__Supplied entries__.
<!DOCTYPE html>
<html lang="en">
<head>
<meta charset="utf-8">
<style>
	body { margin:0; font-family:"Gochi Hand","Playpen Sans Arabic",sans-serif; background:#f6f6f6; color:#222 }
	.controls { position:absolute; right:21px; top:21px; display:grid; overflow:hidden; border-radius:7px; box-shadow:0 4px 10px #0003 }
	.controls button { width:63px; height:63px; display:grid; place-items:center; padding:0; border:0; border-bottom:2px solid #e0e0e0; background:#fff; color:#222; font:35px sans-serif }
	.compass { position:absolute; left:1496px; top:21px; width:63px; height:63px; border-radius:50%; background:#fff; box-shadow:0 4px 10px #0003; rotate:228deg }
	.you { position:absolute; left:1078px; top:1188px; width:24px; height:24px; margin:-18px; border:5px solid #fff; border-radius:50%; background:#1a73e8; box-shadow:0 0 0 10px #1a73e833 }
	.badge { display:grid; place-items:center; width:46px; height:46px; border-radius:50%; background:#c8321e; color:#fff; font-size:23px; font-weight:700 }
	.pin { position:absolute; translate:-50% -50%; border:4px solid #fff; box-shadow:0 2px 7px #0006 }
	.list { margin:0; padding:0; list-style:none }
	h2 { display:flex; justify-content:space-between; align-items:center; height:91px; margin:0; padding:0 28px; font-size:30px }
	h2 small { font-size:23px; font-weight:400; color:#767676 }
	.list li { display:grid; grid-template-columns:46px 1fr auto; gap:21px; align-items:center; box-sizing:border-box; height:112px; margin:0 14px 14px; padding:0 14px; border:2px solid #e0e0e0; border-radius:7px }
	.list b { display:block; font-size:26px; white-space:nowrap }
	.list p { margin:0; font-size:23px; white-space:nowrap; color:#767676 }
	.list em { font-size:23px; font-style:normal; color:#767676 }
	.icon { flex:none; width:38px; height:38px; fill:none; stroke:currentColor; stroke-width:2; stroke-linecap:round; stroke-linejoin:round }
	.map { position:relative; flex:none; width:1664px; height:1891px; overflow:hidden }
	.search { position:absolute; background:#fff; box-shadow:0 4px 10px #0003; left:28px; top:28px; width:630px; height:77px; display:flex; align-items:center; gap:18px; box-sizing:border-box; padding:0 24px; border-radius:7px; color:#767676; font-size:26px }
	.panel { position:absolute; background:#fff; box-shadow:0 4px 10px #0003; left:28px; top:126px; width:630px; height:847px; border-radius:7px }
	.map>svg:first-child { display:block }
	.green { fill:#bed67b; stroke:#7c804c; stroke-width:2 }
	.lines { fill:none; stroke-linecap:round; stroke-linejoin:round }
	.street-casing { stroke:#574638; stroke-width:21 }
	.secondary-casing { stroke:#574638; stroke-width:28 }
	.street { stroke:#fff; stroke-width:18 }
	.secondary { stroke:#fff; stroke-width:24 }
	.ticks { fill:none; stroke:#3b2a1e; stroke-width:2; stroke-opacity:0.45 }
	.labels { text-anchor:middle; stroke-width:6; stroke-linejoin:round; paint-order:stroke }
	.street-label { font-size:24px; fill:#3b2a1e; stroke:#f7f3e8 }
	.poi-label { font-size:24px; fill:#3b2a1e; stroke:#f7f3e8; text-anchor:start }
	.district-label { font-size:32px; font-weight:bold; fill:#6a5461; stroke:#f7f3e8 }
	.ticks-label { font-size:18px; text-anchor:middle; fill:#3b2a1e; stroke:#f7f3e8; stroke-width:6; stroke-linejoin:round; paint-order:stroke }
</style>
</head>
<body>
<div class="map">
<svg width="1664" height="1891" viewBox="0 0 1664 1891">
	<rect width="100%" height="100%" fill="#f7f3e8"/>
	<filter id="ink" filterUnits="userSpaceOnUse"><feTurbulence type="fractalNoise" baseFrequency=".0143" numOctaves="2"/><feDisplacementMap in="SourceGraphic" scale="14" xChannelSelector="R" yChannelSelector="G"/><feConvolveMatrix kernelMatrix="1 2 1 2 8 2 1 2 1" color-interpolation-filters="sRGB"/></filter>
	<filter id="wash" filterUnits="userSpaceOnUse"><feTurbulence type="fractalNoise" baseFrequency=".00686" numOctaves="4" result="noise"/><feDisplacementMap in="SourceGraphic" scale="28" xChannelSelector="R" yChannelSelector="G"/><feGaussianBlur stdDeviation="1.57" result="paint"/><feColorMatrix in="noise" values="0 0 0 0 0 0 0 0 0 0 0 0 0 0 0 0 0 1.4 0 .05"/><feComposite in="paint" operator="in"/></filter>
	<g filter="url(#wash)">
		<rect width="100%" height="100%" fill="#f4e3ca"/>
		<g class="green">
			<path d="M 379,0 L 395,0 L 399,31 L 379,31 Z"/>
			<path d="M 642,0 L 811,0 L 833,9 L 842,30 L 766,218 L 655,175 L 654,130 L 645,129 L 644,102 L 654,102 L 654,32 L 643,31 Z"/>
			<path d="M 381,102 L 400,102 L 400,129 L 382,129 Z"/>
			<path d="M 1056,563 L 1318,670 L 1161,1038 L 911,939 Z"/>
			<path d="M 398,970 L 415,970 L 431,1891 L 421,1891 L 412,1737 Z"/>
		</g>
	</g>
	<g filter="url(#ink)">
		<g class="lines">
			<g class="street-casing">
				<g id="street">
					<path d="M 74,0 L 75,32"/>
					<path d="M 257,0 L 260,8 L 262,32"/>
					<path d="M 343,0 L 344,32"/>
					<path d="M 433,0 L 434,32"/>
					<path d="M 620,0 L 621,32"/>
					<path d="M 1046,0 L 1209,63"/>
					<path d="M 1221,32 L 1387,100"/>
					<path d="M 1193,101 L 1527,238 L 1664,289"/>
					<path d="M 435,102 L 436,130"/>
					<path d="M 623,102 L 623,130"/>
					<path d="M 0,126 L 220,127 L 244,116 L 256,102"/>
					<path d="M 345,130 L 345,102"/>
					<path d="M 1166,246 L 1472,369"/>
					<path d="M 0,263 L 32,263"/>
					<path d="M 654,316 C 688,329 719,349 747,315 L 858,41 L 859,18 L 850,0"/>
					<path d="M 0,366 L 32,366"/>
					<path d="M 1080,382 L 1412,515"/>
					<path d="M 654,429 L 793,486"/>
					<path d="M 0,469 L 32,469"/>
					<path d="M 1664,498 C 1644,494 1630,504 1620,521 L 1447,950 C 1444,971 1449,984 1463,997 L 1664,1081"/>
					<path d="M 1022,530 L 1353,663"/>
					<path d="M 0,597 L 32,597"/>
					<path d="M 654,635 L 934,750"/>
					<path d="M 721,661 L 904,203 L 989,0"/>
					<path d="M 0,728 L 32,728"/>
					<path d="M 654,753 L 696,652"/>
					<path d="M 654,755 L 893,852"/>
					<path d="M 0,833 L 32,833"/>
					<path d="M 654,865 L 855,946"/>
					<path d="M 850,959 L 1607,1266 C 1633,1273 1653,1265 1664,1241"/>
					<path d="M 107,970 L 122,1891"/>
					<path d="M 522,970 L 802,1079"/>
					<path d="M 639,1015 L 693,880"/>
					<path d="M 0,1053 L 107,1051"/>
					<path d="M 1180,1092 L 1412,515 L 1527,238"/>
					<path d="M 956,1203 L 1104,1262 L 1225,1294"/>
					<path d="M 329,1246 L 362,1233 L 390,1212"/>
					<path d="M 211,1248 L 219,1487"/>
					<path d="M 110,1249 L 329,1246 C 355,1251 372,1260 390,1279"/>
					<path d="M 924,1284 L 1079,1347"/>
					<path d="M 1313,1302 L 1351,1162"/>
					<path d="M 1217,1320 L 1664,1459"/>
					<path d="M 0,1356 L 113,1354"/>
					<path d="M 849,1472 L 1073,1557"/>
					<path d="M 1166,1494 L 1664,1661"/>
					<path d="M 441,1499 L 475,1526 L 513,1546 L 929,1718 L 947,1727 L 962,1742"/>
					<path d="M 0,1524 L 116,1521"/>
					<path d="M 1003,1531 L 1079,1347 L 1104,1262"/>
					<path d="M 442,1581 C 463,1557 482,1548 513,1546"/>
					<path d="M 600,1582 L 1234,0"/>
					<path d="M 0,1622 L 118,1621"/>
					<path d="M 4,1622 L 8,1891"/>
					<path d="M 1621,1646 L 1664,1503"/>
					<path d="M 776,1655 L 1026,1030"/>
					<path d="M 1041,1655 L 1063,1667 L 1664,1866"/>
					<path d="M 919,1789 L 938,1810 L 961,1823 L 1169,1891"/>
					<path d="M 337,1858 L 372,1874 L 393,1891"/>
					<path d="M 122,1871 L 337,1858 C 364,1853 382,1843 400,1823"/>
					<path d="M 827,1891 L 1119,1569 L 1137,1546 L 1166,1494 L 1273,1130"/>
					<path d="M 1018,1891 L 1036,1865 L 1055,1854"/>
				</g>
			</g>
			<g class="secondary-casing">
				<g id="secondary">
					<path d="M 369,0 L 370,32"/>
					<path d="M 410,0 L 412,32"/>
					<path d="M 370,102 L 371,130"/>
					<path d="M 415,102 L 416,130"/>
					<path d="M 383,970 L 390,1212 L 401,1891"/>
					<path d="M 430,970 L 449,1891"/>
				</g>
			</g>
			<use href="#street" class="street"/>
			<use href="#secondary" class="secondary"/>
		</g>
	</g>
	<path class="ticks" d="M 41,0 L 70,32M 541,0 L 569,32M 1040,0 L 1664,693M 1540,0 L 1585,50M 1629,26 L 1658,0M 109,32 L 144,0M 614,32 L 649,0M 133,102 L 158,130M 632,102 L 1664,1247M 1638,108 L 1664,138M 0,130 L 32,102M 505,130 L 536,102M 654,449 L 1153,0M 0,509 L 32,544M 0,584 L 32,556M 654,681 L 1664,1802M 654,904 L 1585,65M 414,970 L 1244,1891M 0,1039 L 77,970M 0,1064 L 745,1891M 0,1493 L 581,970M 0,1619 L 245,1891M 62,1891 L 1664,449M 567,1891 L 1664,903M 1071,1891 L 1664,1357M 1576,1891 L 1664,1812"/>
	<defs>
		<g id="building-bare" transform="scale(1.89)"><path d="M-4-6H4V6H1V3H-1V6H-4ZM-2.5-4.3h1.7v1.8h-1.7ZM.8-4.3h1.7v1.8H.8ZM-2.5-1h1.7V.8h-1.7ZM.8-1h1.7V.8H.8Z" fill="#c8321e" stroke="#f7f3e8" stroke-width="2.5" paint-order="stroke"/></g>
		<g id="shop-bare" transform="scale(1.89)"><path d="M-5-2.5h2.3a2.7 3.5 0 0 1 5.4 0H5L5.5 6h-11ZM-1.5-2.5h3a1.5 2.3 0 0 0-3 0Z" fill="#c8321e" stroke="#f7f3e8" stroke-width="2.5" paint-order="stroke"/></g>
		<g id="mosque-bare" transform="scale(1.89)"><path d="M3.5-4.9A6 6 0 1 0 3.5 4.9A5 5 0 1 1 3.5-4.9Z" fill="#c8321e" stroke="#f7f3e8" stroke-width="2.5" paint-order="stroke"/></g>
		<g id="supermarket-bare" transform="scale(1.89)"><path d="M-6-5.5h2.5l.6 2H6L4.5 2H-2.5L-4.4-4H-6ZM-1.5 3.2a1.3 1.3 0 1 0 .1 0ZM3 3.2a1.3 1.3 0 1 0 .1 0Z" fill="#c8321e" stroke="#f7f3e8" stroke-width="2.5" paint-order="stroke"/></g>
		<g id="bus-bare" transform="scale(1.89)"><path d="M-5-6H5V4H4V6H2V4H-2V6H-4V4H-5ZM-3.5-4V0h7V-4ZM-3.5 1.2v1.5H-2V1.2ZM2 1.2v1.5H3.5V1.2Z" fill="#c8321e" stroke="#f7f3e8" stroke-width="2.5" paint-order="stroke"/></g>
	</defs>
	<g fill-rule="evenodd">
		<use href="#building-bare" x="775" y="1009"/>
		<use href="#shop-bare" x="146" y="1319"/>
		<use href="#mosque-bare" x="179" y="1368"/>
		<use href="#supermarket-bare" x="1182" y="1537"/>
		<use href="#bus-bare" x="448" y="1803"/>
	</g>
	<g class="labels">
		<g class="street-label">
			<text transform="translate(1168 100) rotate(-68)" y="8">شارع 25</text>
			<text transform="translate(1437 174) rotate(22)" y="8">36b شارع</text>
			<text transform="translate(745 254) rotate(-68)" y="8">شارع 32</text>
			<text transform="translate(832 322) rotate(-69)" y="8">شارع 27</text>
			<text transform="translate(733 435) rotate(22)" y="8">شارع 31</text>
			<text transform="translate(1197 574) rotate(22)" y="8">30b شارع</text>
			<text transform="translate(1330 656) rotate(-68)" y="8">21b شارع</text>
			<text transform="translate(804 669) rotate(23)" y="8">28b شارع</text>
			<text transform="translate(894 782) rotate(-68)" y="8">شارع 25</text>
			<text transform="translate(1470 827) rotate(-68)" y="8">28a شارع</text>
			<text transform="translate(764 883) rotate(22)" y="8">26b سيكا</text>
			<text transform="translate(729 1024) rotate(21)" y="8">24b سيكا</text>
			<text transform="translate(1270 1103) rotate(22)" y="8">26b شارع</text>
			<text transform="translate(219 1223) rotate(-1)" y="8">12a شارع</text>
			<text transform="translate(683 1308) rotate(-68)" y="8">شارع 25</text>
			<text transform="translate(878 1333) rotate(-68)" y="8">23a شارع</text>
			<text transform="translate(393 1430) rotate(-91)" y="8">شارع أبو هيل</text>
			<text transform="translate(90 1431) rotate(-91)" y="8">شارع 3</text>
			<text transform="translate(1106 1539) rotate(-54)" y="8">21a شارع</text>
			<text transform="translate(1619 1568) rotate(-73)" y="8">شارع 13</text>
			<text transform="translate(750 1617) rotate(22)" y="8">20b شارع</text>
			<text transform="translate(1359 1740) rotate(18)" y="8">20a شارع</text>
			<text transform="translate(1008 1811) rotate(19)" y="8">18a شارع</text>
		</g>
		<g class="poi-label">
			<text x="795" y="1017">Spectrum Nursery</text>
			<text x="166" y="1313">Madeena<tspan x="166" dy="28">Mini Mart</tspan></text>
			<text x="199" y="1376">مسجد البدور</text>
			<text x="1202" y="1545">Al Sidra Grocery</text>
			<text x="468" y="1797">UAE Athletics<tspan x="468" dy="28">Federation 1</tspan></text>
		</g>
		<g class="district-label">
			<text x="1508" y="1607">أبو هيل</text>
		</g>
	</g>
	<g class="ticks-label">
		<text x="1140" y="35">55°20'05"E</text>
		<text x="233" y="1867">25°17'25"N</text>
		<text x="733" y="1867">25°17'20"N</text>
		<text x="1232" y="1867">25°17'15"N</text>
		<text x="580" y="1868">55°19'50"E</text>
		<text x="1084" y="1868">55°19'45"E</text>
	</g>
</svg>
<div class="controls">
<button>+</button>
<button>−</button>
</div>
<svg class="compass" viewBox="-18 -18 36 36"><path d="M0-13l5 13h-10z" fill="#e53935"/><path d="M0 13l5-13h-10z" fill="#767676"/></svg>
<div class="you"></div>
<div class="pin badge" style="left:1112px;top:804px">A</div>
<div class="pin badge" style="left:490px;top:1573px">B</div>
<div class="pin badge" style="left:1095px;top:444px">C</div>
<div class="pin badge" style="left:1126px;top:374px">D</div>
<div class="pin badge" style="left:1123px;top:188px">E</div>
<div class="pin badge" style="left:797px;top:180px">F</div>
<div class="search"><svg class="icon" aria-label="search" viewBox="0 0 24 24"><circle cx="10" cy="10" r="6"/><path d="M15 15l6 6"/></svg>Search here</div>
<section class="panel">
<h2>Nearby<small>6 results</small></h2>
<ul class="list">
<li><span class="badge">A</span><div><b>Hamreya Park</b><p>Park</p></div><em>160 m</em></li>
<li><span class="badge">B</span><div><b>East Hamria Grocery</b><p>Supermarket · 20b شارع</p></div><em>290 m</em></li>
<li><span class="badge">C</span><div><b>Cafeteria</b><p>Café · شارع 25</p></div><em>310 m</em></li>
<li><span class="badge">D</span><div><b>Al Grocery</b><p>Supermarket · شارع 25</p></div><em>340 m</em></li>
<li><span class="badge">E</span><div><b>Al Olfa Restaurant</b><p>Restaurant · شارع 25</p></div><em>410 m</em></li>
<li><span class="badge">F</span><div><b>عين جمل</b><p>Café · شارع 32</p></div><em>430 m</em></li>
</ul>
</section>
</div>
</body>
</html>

__Task statement__. In the entries above, find each line with the word "casing" and copy it.

__Answer area__.
	.street-casing { stroke:#574638; stroke-width:21 }
	.secondary-casing { stroke:#574638; stroke-width:28 }
			<g class="street-casing">
			<g class="secondary-casing">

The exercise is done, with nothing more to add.